[Items from a dataset]
***

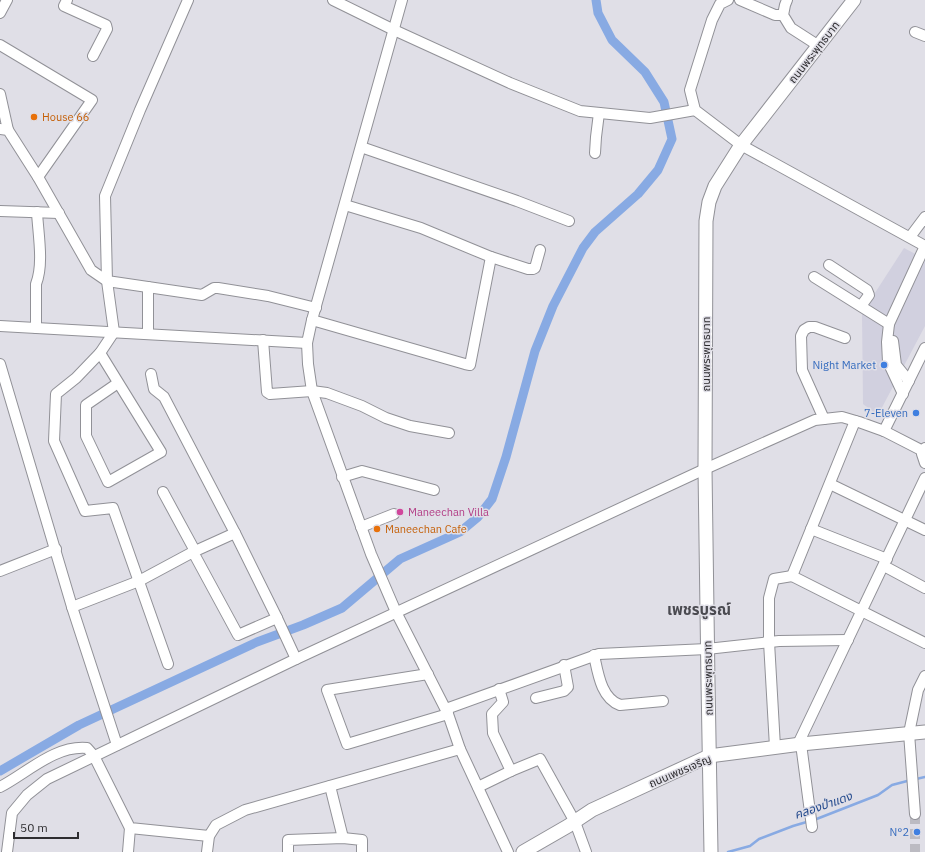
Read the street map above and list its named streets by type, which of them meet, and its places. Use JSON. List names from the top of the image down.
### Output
{
  "streets": {
    "main road": ["ถนนพระพุทธบาท", "ถนนเพชรเจริญ"]
  },
  "crossings": [
    ["ถนนพระพุทธบาท", "ถนนเพชรเจริญ"]
  ],
  "districts": ["เพชรบูรณ์"],
  "water": ["คลองป่าแดง"],
  "places": [
    "House 66",
    "Night Market",
    "7-Eleven",
    "Maneechan Villa",
    "Maneechan Cafe",
    "N°2"
  ],
  "scale_bar": "50 m"
}
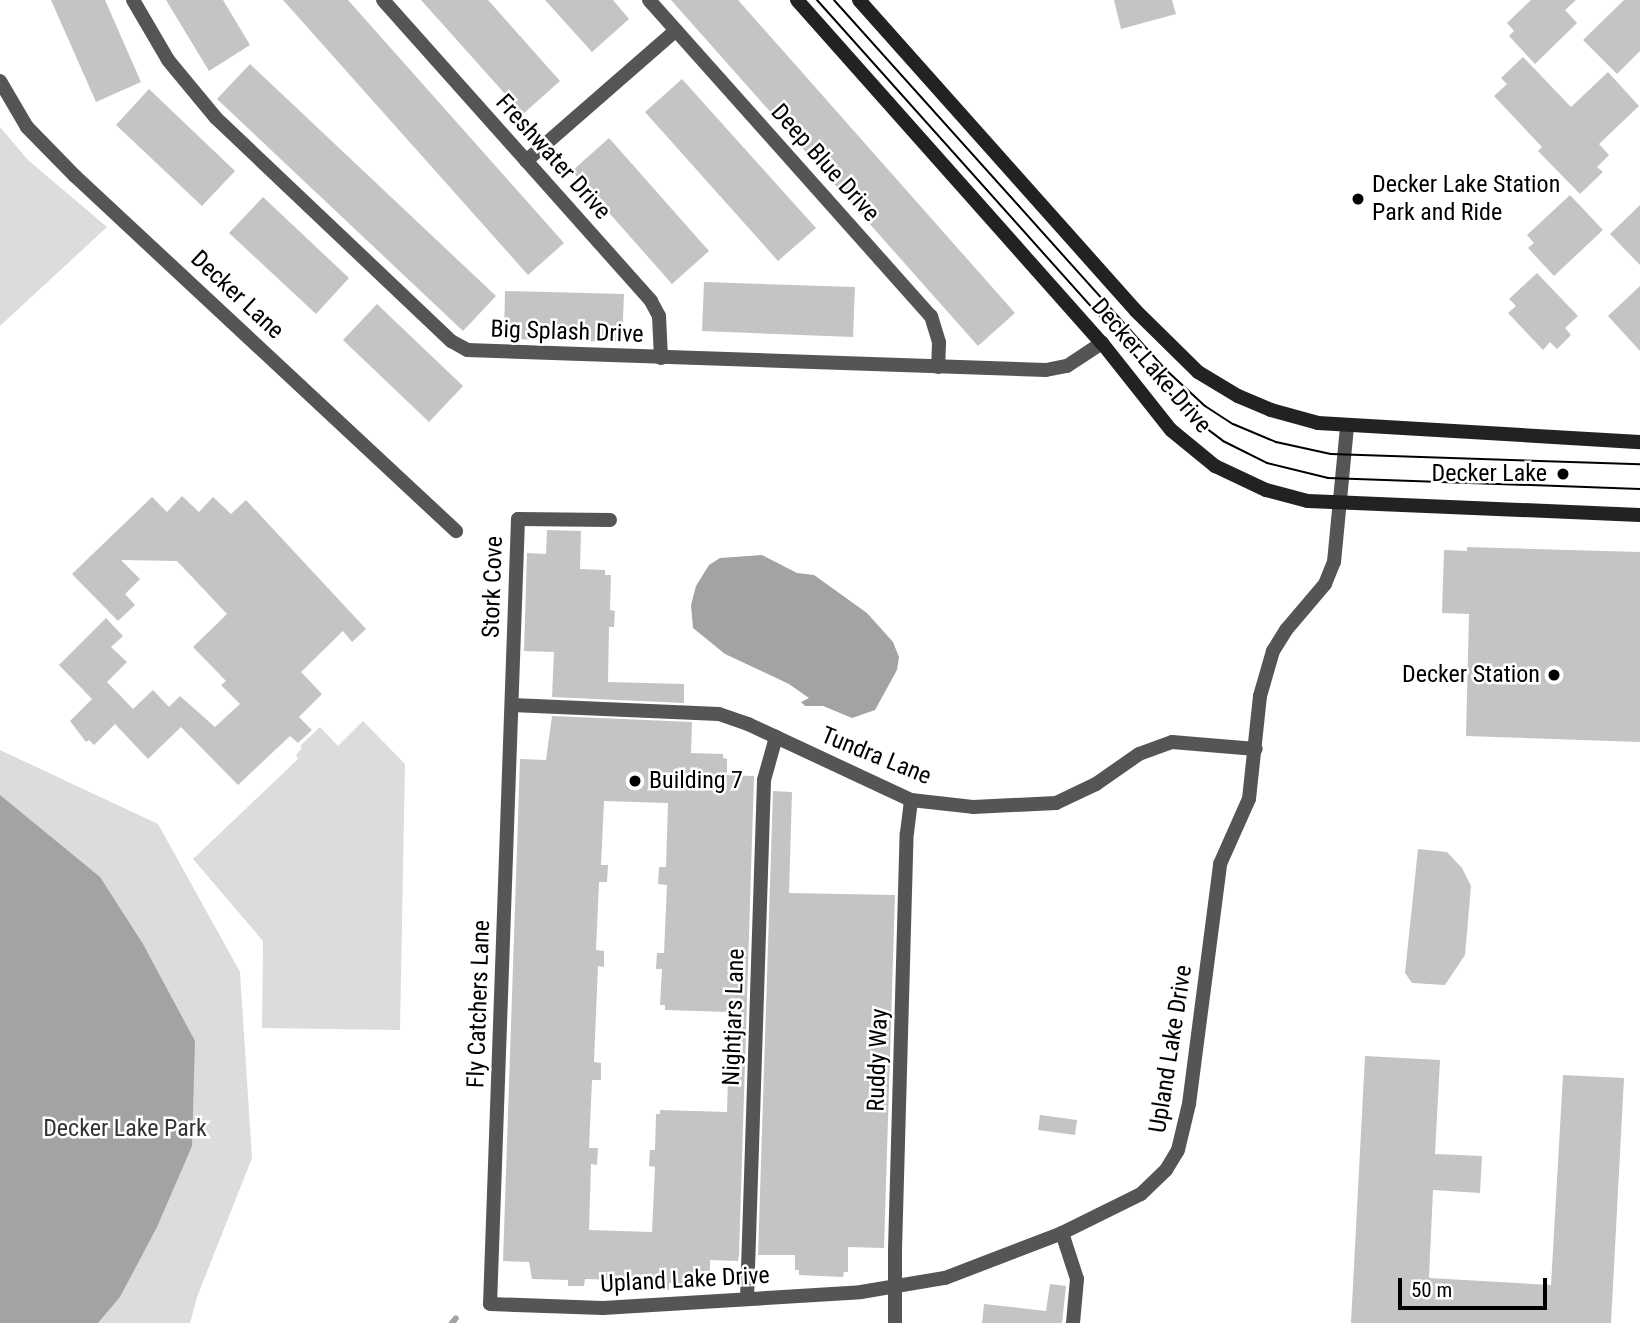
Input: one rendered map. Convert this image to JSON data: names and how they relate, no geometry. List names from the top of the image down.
{
  "streets": {
    "street": [
      "Freshwater Drive",
      "Deep Blue Drive",
      "Decker Lane",
      "Big Splash Drive",
      "Decker Lake Drive",
      "Stork Cove",
      "Tundra Lane",
      "Fly Catchers Lane",
      "Nightjars Lane",
      "Upland Lake Drive",
      "Ruddy Way"
    ]
  },
  "crossings": [
    ["Freshwater Drive", "Big Splash Drive"],
    ["Deep Blue Drive", "Big Splash Drive"],
    ["Big Splash Drive", "Decker Lake Drive"],
    ["Decker Lake Drive", "Upland Lake Drive"],
    ["Stork Cove", "Tundra Lane"],
    ["Stork Cove", "Fly Catchers Lane"],
    ["Tundra Lane", "Fly Catchers Lane"],
    ["Tundra Lane", "Nightjars Lane"],
    ["Tundra Lane", "Upland Lake Drive"],
    ["Tundra Lane", "Ruddy Way"],
    ["Fly Catchers Lane", "Upland Lake Drive"],
    ["Nightjars Lane", "Upland Lake Drive"],
    ["Upland Lake Drive", "Ruddy Way"]
  ],
  "parks": ["Decker Lake Park"],
  "places": [
    "Decker Lake Station Park and Ride",
    "Decker Lake",
    "Decker Station",
    "Building 7"
  ],
  "scale_bar": "50 m"
}
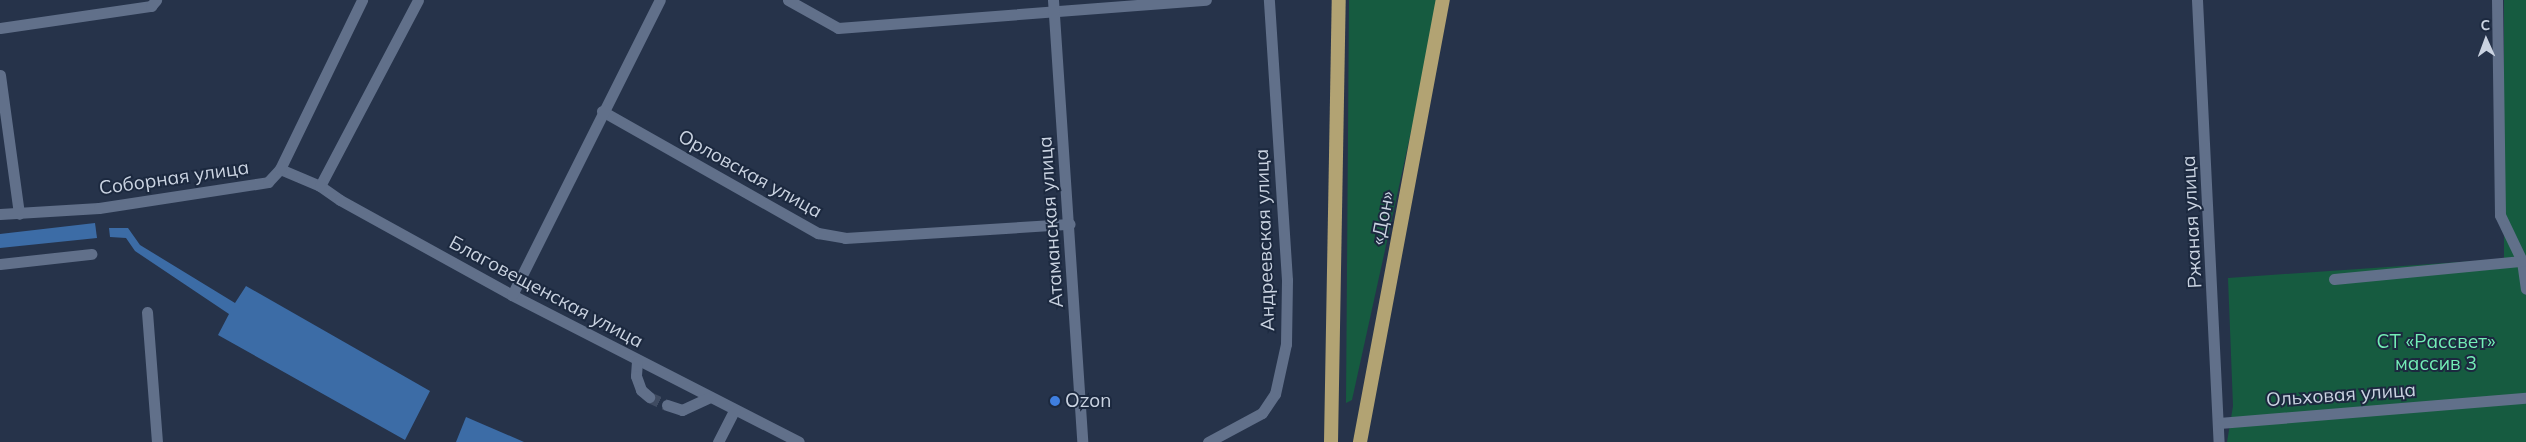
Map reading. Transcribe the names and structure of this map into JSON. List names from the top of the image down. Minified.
{"streets":{"highway":["«Дон»"],"street":["Орловская улица","Соборная улица","Атаманская улица","Ржаная улица","Андреевская улица","Благовещенская улица","Ольховая улица"]},"crossings":[["Орловская улица","Атаманская улица"],["Соборная улица","Благовещенская улица"],["Ржаная улица","Ольховая улица"]],"parks":["СТ «Рассвет» массив 3"],"places":["Ozon"],"north":"top"}
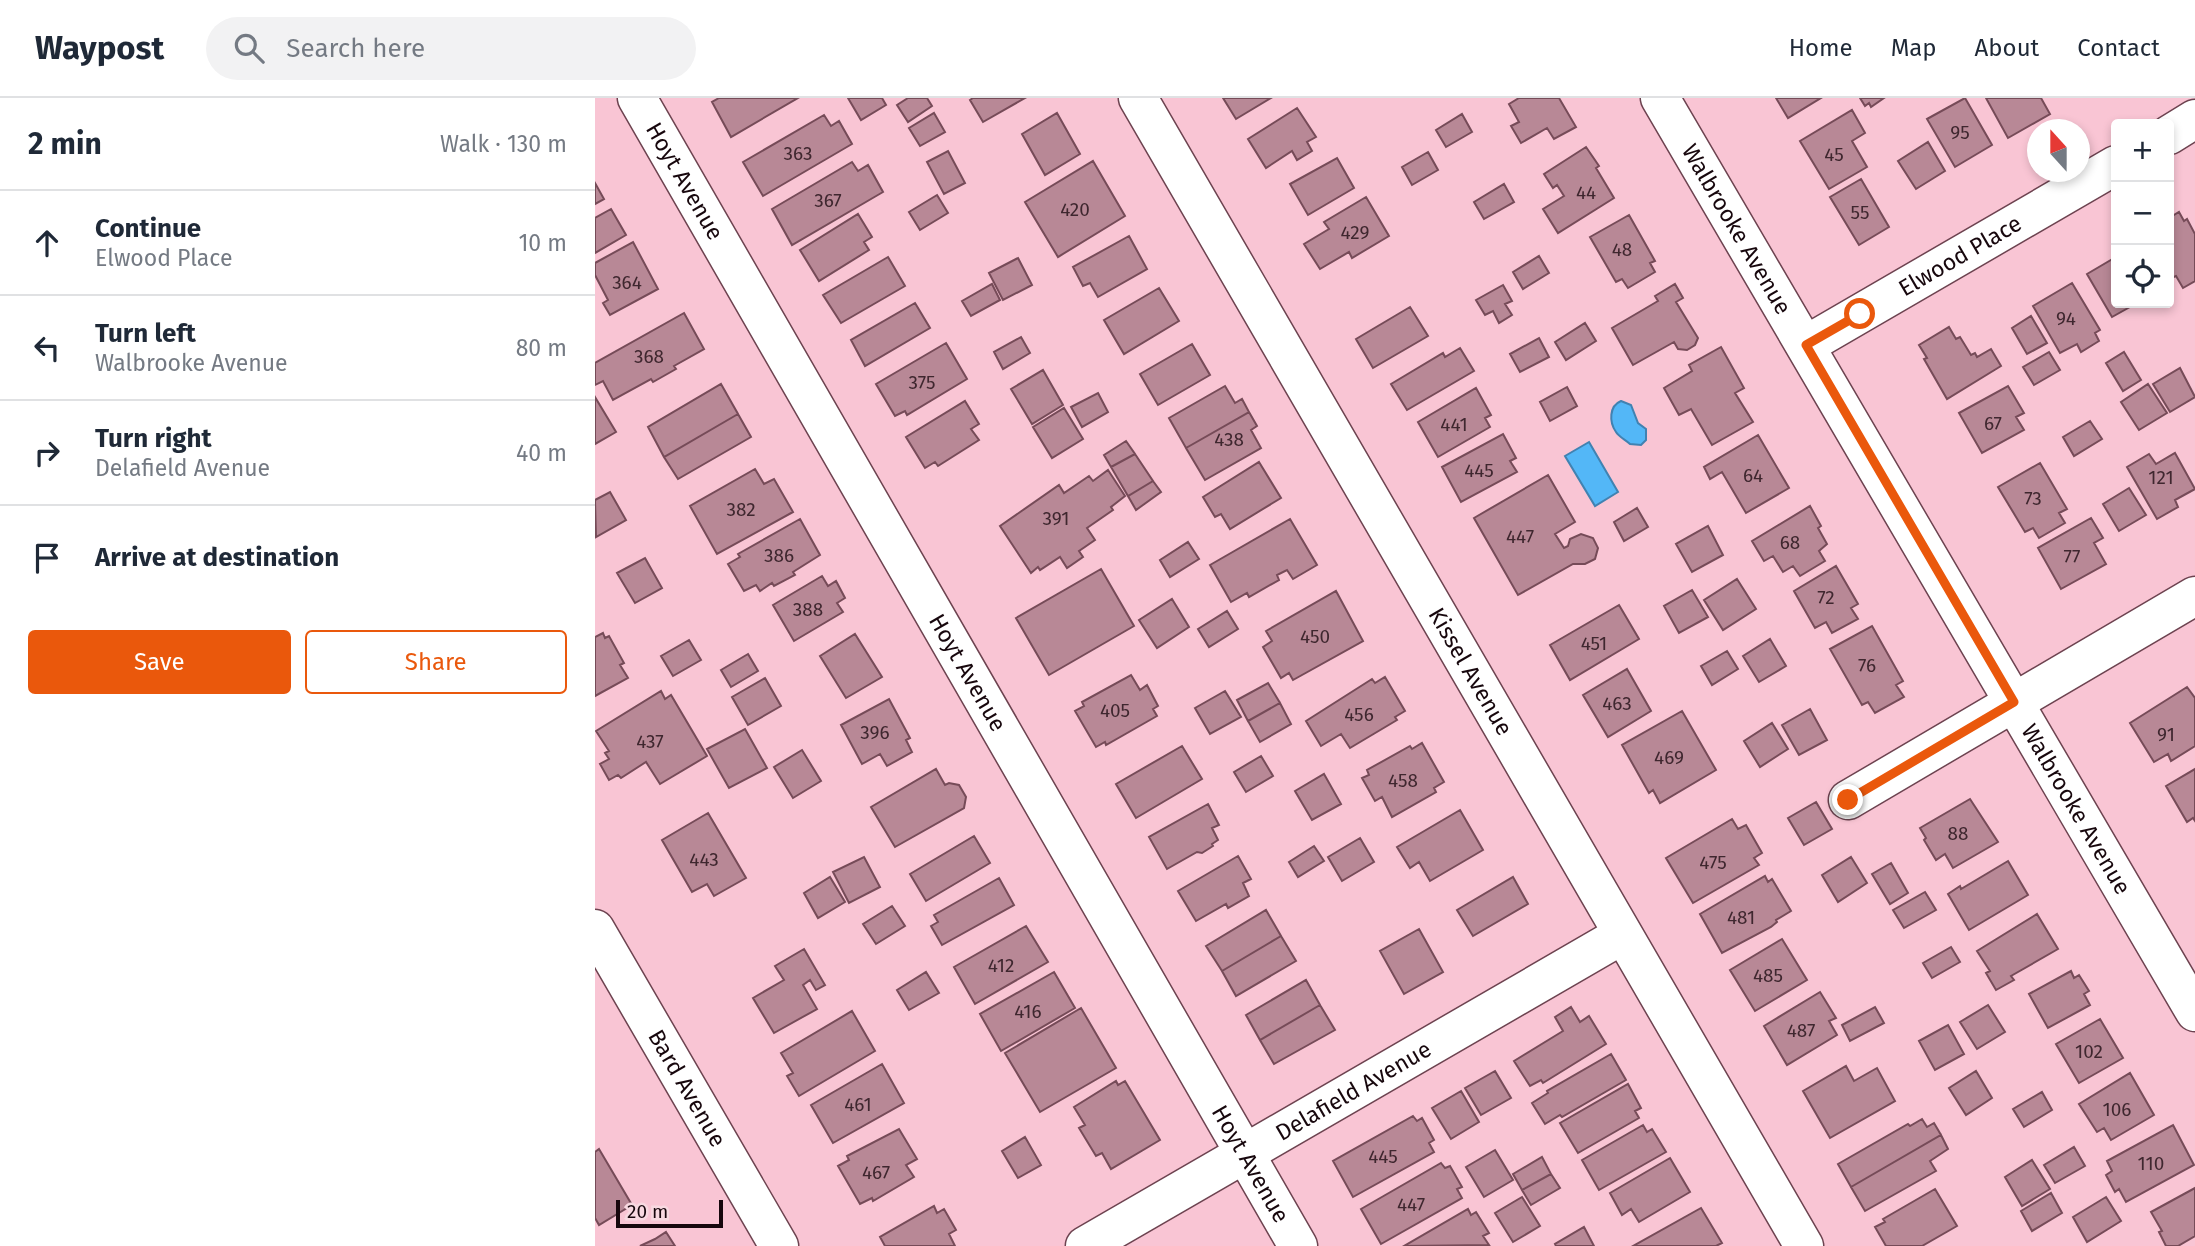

***

Aim of the exercise: Leaving the pictures aside, repeat the data above exactly.

Response area:
Read the street map above and list its named streets by type, which of them meet, and its places. Use JSON. List names from the top of the image down.
### Output
{
  "streets": {
    "main road": ["ถนนพระพุทธบาท", "ถนนเพชรเจริญ"]
  },
  "crossings": [
    ["ถนนพระพุทธบาท", "ถนนเพชรเจริญ"]
  ],
  "districts": ["เพชรบูรณ์"],
  "water": ["คลองป่าแดง"],
  "places": [
    "House 66",
    "Night Market",
    "7-Eleven",
    "Maneechan Villa",
    "Maneechan Cafe",
    "N°2"
  ],
  "scale_bar": "50 m"
}
Input: one rendered map. Convert this image to JSON data: names and how they relate, no geometry. List names from the top of the image down.
{
  "streets": {
    "street": [
      "Freshwater Drive",
      "Deep Blue Drive",
      "Decker Lane",
      "Big Splash Drive",
      "Decker Lake Drive",
      "Stork Cove",
      "Tundra Lane",
      "Fly Catchers Lane",
      "Nightjars Lane",
      "Upland Lake Drive",
      "Ruddy Way"
    ]
  },
  "crossings": [
    ["Freshwater Drive", "Big Splash Drive"],
    ["Deep Blue Drive", "Big Splash Drive"],
    ["Big Splash Drive", "Decker Lake Drive"],
    ["Decker Lake Drive", "Upland Lake Drive"],
    ["Stork Cove", "Tundra Lane"],
    ["Stork Cove", "Fly Catchers Lane"],
    ["Tundra Lane", "Fly Catchers Lane"],
    ["Tundra Lane", "Nightjars Lane"],
    ["Tundra Lane", "Upland Lake Drive"],
    ["Tundra Lane", "Ruddy Way"],
    ["Fly Catchers Lane", "Upland Lake Drive"],
    ["Nightjars Lane", "Upland Lake Drive"],
    ["Upland Lake Drive", "Ruddy Way"]
  ],
  "parks": ["Decker Lake Park"],
  "places": [
    "Decker Lake Station Park and Ride",
    "Decker Lake",
    "Decker Station",
    "Building 7"
  ],
  "scale_bar": "50 m"
}
Map reading. Transcribe the names and structure of this map into JSON. List names from the top of the image down. Minified.
{"streets":{"highway":["«Дон»"],"street":["Орловская улица","Соборная улица","Атаманская улица","Ржаная улица","Андреевская улица","Благовещенская улица","Ольховая улица"]},"crossings":[["Орловская улица","Атаманская улица"],["Соборная улица","Благовещенская улица"],["Ржаная улица","Ольховая улица"]],"parks":["СТ «Рассвет» массив 3"],"places":["Ozon"],"north":"top"}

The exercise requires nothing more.